EXERCISE INSTRUCTIONS: Copy out exactly the stretch of the listing below that begins at the line containing "width:36px; height:36px; display:grid;" and ends at the line containing "flex:none; width:22px; height:22px;", and copy nothing outside it.
--------
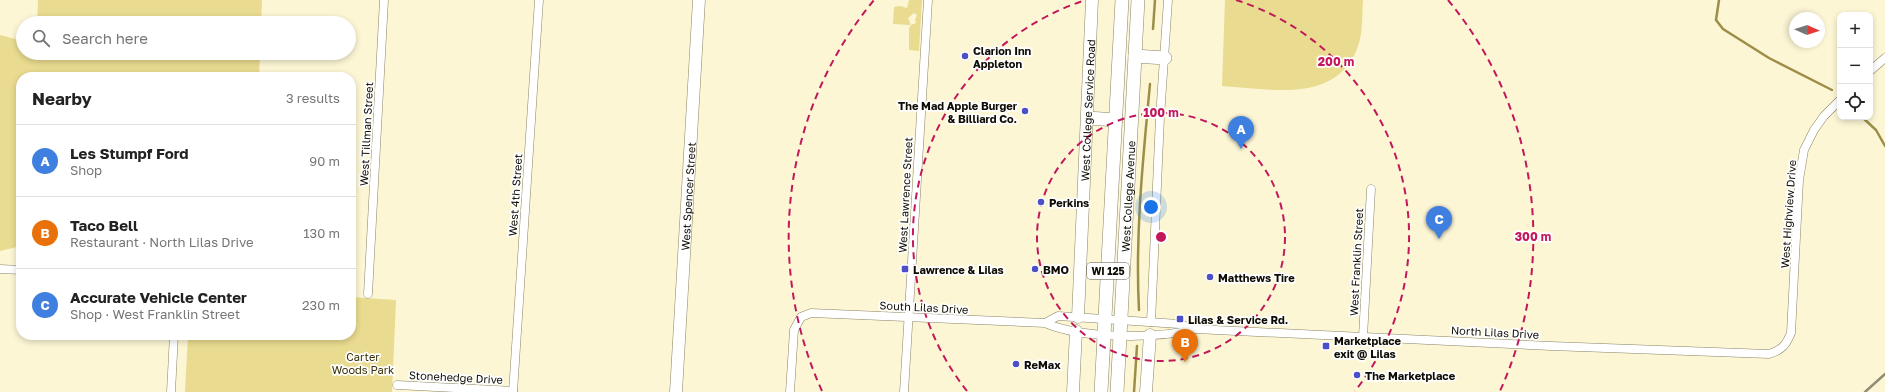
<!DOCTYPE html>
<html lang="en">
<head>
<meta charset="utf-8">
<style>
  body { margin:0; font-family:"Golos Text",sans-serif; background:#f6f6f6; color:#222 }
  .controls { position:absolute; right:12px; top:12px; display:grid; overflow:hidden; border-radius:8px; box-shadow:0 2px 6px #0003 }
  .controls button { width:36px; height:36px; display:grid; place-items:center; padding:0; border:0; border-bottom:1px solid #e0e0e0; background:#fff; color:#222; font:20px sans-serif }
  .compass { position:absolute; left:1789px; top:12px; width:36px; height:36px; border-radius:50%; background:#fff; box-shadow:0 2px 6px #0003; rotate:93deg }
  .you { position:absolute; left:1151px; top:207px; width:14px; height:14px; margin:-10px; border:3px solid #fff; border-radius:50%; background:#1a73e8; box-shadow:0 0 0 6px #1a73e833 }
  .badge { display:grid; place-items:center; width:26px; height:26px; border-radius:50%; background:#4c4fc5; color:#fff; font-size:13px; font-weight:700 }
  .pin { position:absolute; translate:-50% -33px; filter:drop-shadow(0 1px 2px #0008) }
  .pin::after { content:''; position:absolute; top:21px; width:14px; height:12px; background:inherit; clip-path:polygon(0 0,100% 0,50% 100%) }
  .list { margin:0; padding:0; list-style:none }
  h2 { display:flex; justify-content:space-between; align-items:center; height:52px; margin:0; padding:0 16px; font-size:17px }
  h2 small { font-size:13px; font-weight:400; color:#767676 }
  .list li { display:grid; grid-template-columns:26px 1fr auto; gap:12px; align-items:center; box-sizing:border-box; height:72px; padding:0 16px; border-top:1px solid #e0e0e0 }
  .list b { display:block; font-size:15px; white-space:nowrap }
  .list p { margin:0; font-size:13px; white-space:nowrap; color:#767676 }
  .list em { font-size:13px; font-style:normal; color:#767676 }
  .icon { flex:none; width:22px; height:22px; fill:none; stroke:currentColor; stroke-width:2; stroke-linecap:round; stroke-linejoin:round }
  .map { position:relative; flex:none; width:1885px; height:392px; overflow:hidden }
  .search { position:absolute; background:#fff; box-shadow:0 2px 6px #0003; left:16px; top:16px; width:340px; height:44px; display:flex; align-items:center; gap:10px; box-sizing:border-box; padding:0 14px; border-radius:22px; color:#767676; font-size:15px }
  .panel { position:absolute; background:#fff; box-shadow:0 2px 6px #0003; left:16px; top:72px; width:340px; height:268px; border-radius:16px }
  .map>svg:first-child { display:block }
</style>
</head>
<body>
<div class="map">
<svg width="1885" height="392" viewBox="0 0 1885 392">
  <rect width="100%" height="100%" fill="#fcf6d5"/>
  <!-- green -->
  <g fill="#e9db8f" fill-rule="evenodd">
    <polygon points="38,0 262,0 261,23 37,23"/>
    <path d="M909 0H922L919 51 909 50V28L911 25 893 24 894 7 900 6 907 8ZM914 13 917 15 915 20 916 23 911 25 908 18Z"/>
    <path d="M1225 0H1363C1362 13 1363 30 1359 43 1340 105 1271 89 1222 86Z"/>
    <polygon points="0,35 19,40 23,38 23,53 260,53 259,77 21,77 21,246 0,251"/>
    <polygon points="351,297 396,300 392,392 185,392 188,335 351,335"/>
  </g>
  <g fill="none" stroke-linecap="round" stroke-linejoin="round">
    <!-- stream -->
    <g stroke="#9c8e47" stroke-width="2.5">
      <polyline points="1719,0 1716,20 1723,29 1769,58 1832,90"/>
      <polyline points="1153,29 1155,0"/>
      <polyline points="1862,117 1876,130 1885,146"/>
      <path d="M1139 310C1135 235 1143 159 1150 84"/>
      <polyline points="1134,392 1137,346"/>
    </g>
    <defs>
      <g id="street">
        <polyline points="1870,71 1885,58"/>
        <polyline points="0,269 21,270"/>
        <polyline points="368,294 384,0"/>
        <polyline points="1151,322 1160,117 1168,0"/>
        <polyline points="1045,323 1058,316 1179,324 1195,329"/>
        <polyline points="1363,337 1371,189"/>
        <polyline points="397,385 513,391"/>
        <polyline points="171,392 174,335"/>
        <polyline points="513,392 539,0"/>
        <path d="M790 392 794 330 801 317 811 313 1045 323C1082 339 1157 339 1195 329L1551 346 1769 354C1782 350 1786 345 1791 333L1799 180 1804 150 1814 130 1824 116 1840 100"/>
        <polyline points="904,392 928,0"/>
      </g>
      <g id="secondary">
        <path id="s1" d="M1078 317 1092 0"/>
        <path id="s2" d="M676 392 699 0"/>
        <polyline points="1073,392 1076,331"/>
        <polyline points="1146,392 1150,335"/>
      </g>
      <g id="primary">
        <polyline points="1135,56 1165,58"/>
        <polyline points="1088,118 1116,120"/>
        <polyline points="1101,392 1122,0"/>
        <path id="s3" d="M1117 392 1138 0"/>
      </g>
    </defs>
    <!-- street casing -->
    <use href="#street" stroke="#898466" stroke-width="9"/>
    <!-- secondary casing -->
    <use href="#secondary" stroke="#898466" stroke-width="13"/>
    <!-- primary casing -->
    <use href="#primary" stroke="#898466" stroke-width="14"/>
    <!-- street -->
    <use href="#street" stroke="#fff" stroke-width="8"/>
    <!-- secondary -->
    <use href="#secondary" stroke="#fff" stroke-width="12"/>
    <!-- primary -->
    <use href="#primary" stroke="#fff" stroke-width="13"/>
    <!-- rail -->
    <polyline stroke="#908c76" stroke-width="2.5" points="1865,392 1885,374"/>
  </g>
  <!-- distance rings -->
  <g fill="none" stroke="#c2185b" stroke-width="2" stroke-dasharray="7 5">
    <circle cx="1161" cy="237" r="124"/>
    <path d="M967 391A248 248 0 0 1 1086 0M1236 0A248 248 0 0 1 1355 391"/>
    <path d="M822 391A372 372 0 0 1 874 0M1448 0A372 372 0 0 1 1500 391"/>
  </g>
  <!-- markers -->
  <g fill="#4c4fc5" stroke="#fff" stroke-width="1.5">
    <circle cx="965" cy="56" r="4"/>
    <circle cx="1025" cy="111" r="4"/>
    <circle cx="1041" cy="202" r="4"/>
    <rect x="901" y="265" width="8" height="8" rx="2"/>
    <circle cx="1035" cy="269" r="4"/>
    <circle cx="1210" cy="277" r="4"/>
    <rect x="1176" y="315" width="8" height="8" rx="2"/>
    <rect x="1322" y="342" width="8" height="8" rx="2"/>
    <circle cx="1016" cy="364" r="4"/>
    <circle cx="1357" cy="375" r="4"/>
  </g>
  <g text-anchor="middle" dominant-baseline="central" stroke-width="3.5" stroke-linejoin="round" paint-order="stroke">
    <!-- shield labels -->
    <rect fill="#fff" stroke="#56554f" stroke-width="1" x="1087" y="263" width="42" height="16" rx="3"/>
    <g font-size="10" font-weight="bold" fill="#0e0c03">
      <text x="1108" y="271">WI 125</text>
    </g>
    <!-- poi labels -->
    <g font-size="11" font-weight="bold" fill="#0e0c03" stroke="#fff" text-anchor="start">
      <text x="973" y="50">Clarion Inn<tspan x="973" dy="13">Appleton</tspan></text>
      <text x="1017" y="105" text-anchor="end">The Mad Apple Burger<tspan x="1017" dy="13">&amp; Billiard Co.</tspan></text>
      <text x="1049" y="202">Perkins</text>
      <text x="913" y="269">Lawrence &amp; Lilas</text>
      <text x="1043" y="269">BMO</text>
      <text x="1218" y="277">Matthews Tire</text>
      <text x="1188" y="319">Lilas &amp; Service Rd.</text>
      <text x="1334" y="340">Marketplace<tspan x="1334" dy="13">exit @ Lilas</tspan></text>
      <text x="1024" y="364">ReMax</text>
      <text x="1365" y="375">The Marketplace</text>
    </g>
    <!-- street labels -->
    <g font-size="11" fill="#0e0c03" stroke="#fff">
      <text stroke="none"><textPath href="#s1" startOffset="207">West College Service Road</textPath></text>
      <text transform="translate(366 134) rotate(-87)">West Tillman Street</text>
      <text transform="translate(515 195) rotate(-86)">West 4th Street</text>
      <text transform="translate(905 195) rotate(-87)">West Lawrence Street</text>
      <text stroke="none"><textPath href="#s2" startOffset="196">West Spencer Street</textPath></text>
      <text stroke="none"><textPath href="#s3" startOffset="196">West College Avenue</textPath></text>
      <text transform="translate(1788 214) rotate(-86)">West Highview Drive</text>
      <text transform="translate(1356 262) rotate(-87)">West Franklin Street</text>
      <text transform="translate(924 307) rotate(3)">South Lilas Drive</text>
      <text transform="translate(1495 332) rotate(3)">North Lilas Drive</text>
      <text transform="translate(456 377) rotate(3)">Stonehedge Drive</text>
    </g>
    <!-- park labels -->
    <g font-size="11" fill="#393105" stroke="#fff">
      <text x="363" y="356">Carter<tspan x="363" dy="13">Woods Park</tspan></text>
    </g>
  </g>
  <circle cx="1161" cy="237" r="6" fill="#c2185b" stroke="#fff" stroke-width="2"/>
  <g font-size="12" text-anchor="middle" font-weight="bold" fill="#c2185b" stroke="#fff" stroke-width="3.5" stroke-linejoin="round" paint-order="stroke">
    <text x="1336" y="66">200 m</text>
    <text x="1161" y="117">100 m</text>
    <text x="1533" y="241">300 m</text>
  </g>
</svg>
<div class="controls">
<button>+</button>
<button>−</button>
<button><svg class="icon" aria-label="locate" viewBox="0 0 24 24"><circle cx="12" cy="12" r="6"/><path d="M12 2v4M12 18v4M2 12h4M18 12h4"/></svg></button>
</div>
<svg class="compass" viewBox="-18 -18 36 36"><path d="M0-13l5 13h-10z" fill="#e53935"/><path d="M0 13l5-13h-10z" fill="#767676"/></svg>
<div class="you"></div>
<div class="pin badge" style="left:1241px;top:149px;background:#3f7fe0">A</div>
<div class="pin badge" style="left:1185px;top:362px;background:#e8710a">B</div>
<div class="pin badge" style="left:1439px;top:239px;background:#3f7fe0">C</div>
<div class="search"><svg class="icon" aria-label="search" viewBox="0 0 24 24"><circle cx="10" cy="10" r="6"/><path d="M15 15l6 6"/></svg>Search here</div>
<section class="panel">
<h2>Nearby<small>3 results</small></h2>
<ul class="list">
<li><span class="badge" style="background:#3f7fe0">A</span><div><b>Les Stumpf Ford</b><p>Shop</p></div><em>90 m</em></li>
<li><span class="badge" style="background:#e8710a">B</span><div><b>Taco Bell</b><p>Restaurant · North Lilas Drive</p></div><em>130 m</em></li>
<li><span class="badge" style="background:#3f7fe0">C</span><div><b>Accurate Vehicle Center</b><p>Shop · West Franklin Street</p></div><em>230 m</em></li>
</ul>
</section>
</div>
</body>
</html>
--------
RESPONSE TO THE EXERCISE:
  .controls button { width:36px; height:36px; display:grid; place-items:center; padding:0; border:0; border-bottom:1px solid #e0e0e0; background:#fff; color:#222; font:20px sans-serif }
  .compass { position:absolute; left:1789px; top:12px; width:36px; height:36px; border-radius:50%; background:#fff; box-shadow:0 2px 6px #0003; rotate:93deg }
  .you { position:absolute; left:1151px; top:207px; width:14px; height:14px; margin:-10px; border:3px solid #fff; border-radius:50%; background:#1a73e8; box-shadow:0 0 0 6px #1a73e833 }
  .badge { display:grid; place-items:center; width:26px; height:26px; border-radius:50%; background:#4c4fc5; color:#fff; font-size:13px; font-weight:700 }
  .pin { position:absolute; translate:-50% -33px; filter:drop-shadow(0 1px 2px #0008) }
  .pin::after { content:''; position:absolute; top:21px; width:14px; height:12px; background:inherit; clip-path:polygon(0 0,100% 0,50% 100%) }
  .list { margin:0; padding:0; list-style:none }
  h2 { display:flex; justify-content:space-between; align-items:center; height:52px; margin:0; padding:0 16px; font-size:17px }
  h2 small { font-size:13px; font-weight:400; color:#767676 }
  .list li { display:grid; grid-template-columns:26px 1fr auto; gap:12px; align-items:center; box-sizing:border-box; height:72px; padding:0 16px; border-top:1px solid #e0e0e0 }
  .list b { display:block; font-size:15px; white-space:nowrap }
  .list p { margin:0; font-size:13px; white-space:nowrap; color:#767676 }
  .list em { font-size:13px; font-style:normal; color:#767676 }
  .icon { flex:none; width:22px; height:22px; fill:none; stroke:currentColor; stroke-width:2; stroke-linecap:round; stroke-linejoin:round }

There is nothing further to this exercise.